[Saved entries]
= = = = =

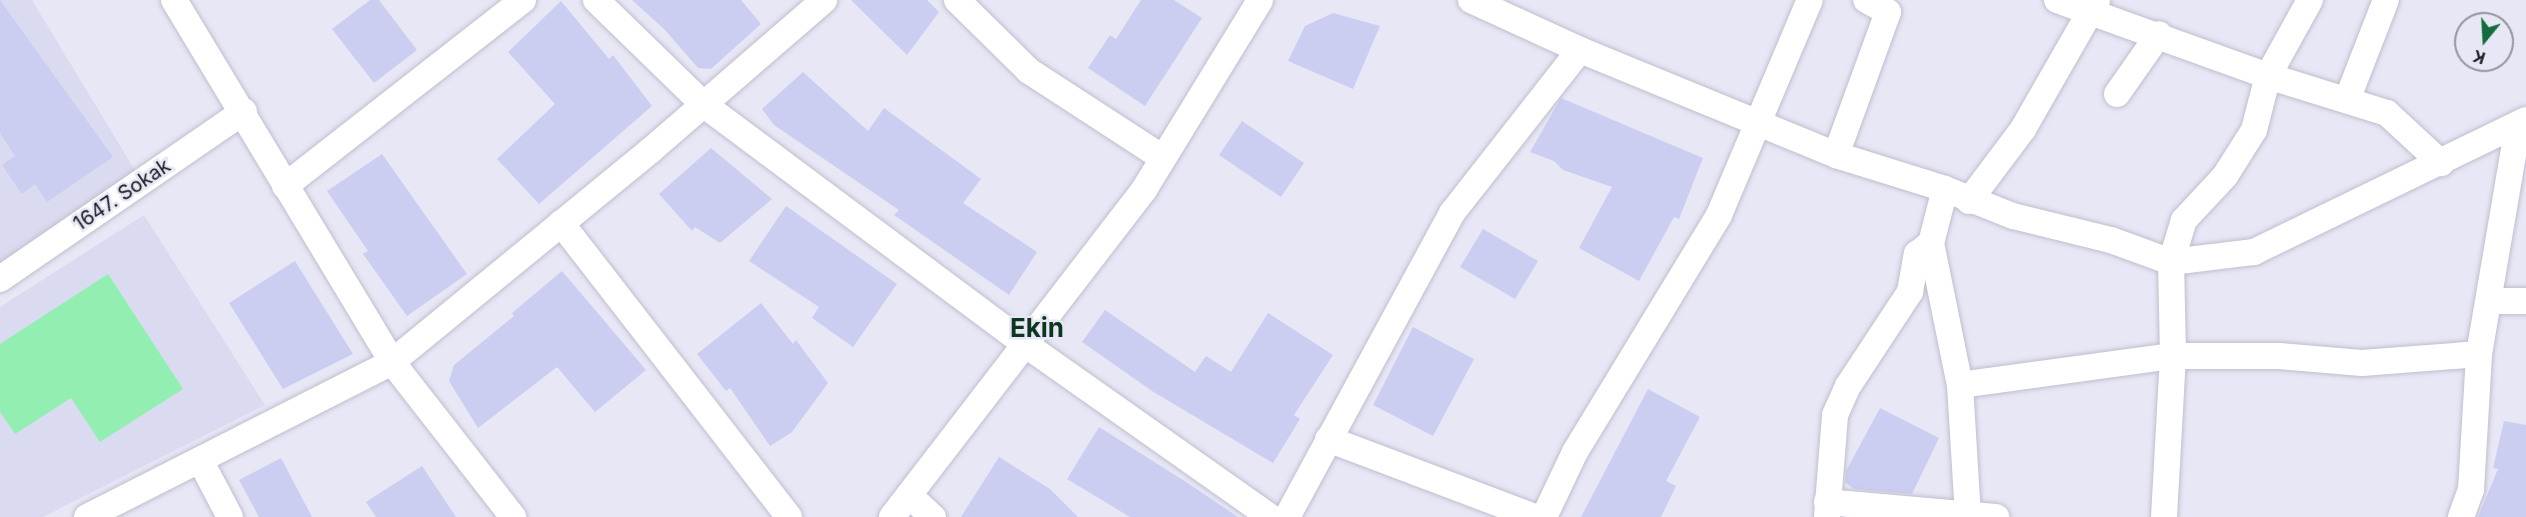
<!DOCTYPE html>
<style>
body{margin:0}
#map{position:relative;width:2526px;height:517px;overflow:hidden;background:#e7e7f6;font-family:Inter,sans-serif}
div>[style]{position:absolute}
.built>*{inset:0;background:#dadbf0}
.green>*{inset:0;background:#93eeb2}
.building>*{inset:0;background:#cccef1}
.roads{filter:drop-shadow(0 0 2px #bebfcd) drop-shadow(0 0 2px #bebfcd)}
.minor>*{height:26px;margin:-13px;padding:0 13px;transform-origin:13px;border-radius:13px;background:#fff}
span{translate:-50% -50%;white-space:nowrap;text-align:center;line-height:1.15;-webkit-text-stroke:5px #e7e7f6;paint-order:stroke}
.street-label{font-size:20px;color:#19191e}
.district-label{font-size:26px;color:#0e351e;font-weight:700}
.north{position:absolute;left:2454px;top:12px;width:60px;height:60px;box-sizing:border-box;background:#e7e7f6;border:2px solid #9595a0;border-radius:50%;rotate:198deg;font-size:16px;font-weight:700;line-height:24px;text-align:center;color:#19191e}
.north::after{content:'';display:block;margin:auto;width:21px;height:27px;background:#156b3d;clip-path:polygon(50% 0,100% 100%,50% 72%,0 100%)}
</style>
<div id="map">
<div class="built">
<i style="clip-path:polygon(0 0,32px 0,136px 172px,0 265px)"></i>
<i style="clip-path:polygon(144px 215px,265px 405px,43px 517px,0 517px,0 307px)"></i>
</div>
<div class="green">
<i style="clip-path:polygon(108px 274px,183px 389px,100px 442px,71px 398px,15px 434px,0 412px,0 344px)"></i>
</div>
<div class="building">
<i style="clip-path:polygon(0 0,113px 157px,47px 202px,35px 184px,22px 194px,2px 165px,15px 156px,0 133px)"></i>
<i style="clip-path:polygon(370px 0,379px 0,417px 50px,374px 83px,332px 29px)"></i>
<i style="clip-path:polygon(632px 0,741px 0,761px 24px,711px 69px,698px 68px,665px 30px)"></i>
<i style="clip-path:polygon(851px 0,927px 0,939px 12px,907px 55px)"></i>
<i style="clip-path:polygon(1141px 0,1174px 0,1202px 18px,1145px 106px,1088px 68px,1110px 35px,1116px 39px)"></i>
<i style="clip-path:polygon(561px 1px,609px 59px,613px 55px,652px 106px,539px 204px,497px 159px,555px 104px,508px 52px)"></i>
<i style="clip-path:polygon(1333px 13px,1380px 26px,1353px 89px,1288px 61px,1305px 26px)"></i>
<i style="clip-path:polygon(803px 72px,868px 131px,884px 108px,981px 179px,963px 203px,1037px 252px,1009px 295px,894px 215px,899px 210px,774px 125px,762px 109px)"></i>
<i style="clip-path:polygon(1561px 98px,1703px 158px,1679px 219px,1674px 217px,1639px 281px,1579px 248px,1612px 187px,1563px 170px,1554px 161px,1530px 152px)"></i>
<i style="clip-path:polygon(1242px 121px,1304px 163px,1281px 197px,1219px 155px)"></i>
<i style="clip-path:polygon(711px 148px,772px 199px,720px 243px,695px 227px,692px 231px,659px 194px)"></i>
<i style="clip-path:polygon(382px 154px,467px 274px,407px 316px,363px 254px,368px 251px,327px 191px)"></i>
<i style="clip-path:polygon(786px 206px,897px 284px,853px 347px,812px 318px,819px 307px,749px 261px)"></i>
<i style="clip-path:polygon(1483px 229px,1538px 261px,1515px 299px,1460px 267px)"></i>
<i style="clip-path:polygon(295px 261px,353px 354px,283px 389px,229px 303px)"></i>
<i style="clip-path:polygon(562px 271px,646px 370px,595px 412px,557px 367px,478px 428px,449px 381px,454px 365px,514px 316px,512px 313px)"></i>
<i style="clip-path:polygon(761px 303px,793px 344px,796px 340px,828px 383px,792px 432px,770px 446px,730px 388px,726px 391px,697px 354px)"></i>
<i style="clip-path:polygon(1105px 310px,1195px 372px,1206px 356px,1231px 372px,1268px 313px,1333px 355px,1294px 415px,1300px 419px,1273px 463px,1152px 391px,1082px 342px)"></i>
<i style="clip-path:polygon(1413px 327px,1474px 359px,1433px 436px,1373px 405px)"></i>
<i style="clip-path:polygon(1648px 389px,1700px 417px,1666px 481px,1676px 486px,1661px 517px,1581px 517px)"></i>
<i style="clip-path:polygon(1880px 408px,1939px 438px,1912px 494px,1854px 489px,1845px 482px,1846px 471px)"></i>
<i style="clip-path:polygon(2504px 421px,2526px 425px,2526px 517px,2478px 517px,2498px 469px,2493px 468px)"></i>
<i style="clip-path:polygon(1099px 427px,1186px 482px,1238px 517px,1130px 517px,1067px 479px)"></i>
<i style="clip-path:polygon(999px 457px,1050px 489px,1078px 517px,961px 517px)"></i>
<i style="clip-path:polygon(281px 458px,312px 517px,259px 517px,239px 480px)"></i>
<i style="clip-path:polygon(422px 466px,456px 517px,376px 517px,366px 502px)"></i>
</div>
<div class="roads">
<div class="minor">
<i style="left:174px;top:0;width:423px;rotate:58.9deg"></i>
<i style="left:392px;top:362px;width:197px;rotate:52deg"></i>
<i style="left:596px;top:0;width:149px;rotate:44.2deg"></i>
<i style="left:703px;top:104px;width:402px;rotate:36.7deg"></i>
<i style="left:1025px;top:344px;width:300px;rotate:35.2deg"></i>
<i style="left:957px;top:0;width:101px;rotate:44.6deg"></i>
<i style="left:1029px;top:71px;width:160px;rotate:33deg"></i>
<i style="left:1471px;top:0;width:120px;rotate:24.6deg"></i>
<i style="left:1580px;top:50px;width:277px;rotate:22.3deg"></i>
<i style="left:1836px;top:155px;width:114px;rotate:17.3deg"></i>
<i style="left:1945px;top:189px;width:73px;rotate:21.7deg"></i>
<i style="left:2013px;top:216px;width:101px;rotate:13.8deg"></i>
<i style="left:2111px;top:240px;width:64px;rotate:20.1deg"></i>
<i style="left:2171px;top:262px;width:84px;rotate:-6.9deg"></i>
<i style="left:2254px;top:252px;width:302px;rotate:-25.9deg"></i>
<i style="left:2057px;top:0;width:224px;rotate:19.8deg"></i>
<i style="left:2268px;top:76px;width:125px;rotate:17.3deg"></i>
<i style="left:2387px;top:113px;width:74px;rotate:42.8deg"></i>
<i style="left:2117px;top:94px;width:73px;rotate:-55deg"></i>
<i style="left:2347px;top:100px;width:107px;rotate:-68.7deg"></i>
<i style="left:1836px;top:155px;width:152px;rotate:-70deg"></i>
<i style="left:1888px;top:12px;width:25px;rotate:-151deg"></i>
<i style="left:285px;top:186px;width:302px;rotate:-38deg"></i>
<i style="left:1945px;top:189px;width:56px;rotate:104.5deg"></i>
<i style="left:1931px;top:243px;width:145px;rotate:78.5deg"></i>
<i style="left:1960px;top:385px;width:132px;rotate:86.5deg"></i>
<i style="left:1969px;top:201px;width:90px;rotate:-53.1deg"></i>
<i style="left:2023px;top:129px;width:149px;rotate:-60.2deg"></i>
<i style="left:561px;top:223px;width:372px;rotate:52.2deg"></i>
<i style="left:0;top:279px;width:296px;rotate:-34.5deg"></i>
<i style="left:2491px;top:301px;width:35px"></i>
<i style="left:1960px;top:385px;width:215px;rotate:-7.8deg"></i>
<i style="left:2173px;top:356px;width:106px"></i>
<i style="left:2279px;top:356px;width:83px;rotate:4.8deg"></i>
<i style="left:2362px;top:363px;width:117px;rotate:-4.4deg"></i>
<i style="left:1328px;top:439px;width:220px;rotate:20.7deg"></i>
<i style="left:200px;top:460px;width:64px;rotate:62.2deg"></i>
<i style="left:909px;top:495px;width:33px;rotate:43deg"></i>
<i style="left:1827px;top:502px;width:170px;rotate:5.1deg"></i>
<i style="left:87px;top:517px;width:342px;rotate:-26.9deg"></i>
<i style="left:392px;top:362px;width:335px;rotate:-39.3deg"></i>
<i style="left:651px;top:150px;width:229px;rotate:-40.9deg"></i>
<i style="left:892px;top:517px;width:415px;rotate:-52.4deg"></i>
<i style="left:1145px;top:188px;width:220px;rotate:-58.5deg"></i>
<i style="left:1287px;top:517px;width:346px;rotate:-61.5deg"></i>
<i style="left:1452px;top:213px;width:207px;rotate:-51.9deg"></i>
<i style="left:1544px;top:517px;width:72px;rotate:-64.5deg"></i>
<i style="left:1575px;top:452px;width:277px;rotate:-58.7deg"></i>
<i style="left:1719px;top:215px;width:233px;rotate:-67.1deg"></i>
<i style="left:1827px;top:517px;width:102px;rotate:-85.5deg"></i>
<i style="left:1835px;top:415px;width:32px;rotate:-66deg"></i>
<i style="left:1848px;top:386px;width:113px;rotate:-56.6deg"></i>
<i style="left:1910px;top:292px;width:39px;rotate:-80deg"></i>
<i style="left:1917px;top:254px;width:18px;rotate:-38deg"></i>
<i style="left:2164px;top:517px;width:161px;rotate:-86.8deg"></i>
<i style="left:2173px;top:356px;width:94px;rotate:-91.2deg"></i>
<i style="left:2171px;top:262px;width:44px;rotate:-72.8deg"></i>
<i style="left:2184px;top:220px;width:60px;rotate:-47deg"></i>
<i style="left:2225px;top:176px;width:54px;rotate:-57.8deg"></i>
<i style="left:2254px;top:130px;width:56px;rotate:-75.5deg"></i>
<i style="left:2268px;top:76px;width:87px;rotate:-61.1deg"></i>
<i style="left:2461px;top:517px;width:29px;rotate:-70deg"></i>
<i style="left:2471px;top:490px;width:136px;rotate:-86.6deg"></i>
<i style="left:2479px;top:354px;width:232px;rotate:-80.3deg"></i>
</div>
</div>
<div class="street-label">
<span style="left:122px;top:195px;rotate:-34deg">1647. Sokak</span>
</div>
<div class="district-label">
<span style="left:1037px;top:328px">Ekin</span>
</div>
<div class="north">K</div>
</div>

= = = = =

Your objective = In the entries above, find the line holding "154px,467px 274px,407px 316px,363px" and the line holding "327px,1474px 359px,1433px 436px,1373px"; print both of them and every line between, exactly, and nothing else.

Result of the task =
<i style="clip-path:polygon(382px 154px,467px 274px,407px 316px,363px 254px,368px 251px,327px 191px)"></i>
<i style="clip-path:polygon(786px 206px,897px 284px,853px 347px,812px 318px,819px 307px,749px 261px)"></i>
<i style="clip-path:polygon(1483px 229px,1538px 261px,1515px 299px,1460px 267px)"></i>
<i style="clip-path:polygon(295px 261px,353px 354px,283px 389px,229px 303px)"></i>
<i style="clip-path:polygon(562px 271px,646px 370px,595px 412px,557px 367px,478px 428px,449px 381px,454px 365px,514px 316px,512px 313px)"></i>
<i style="clip-path:polygon(761px 303px,793px 344px,796px 340px,828px 383px,792px 432px,770px 446px,730px 388px,726px 391px,697px 354px)"></i>
<i style="clip-path:polygon(1105px 310px,1195px 372px,1206px 356px,1231px 372px,1268px 313px,1333px 355px,1294px 415px,1300px 419px,1273px 463px,1152px 391px,1082px 342px)"></i>
<i style="clip-path:polygon(1413px 327px,1474px 359px,1433px 436px,1373px 405px)"></i>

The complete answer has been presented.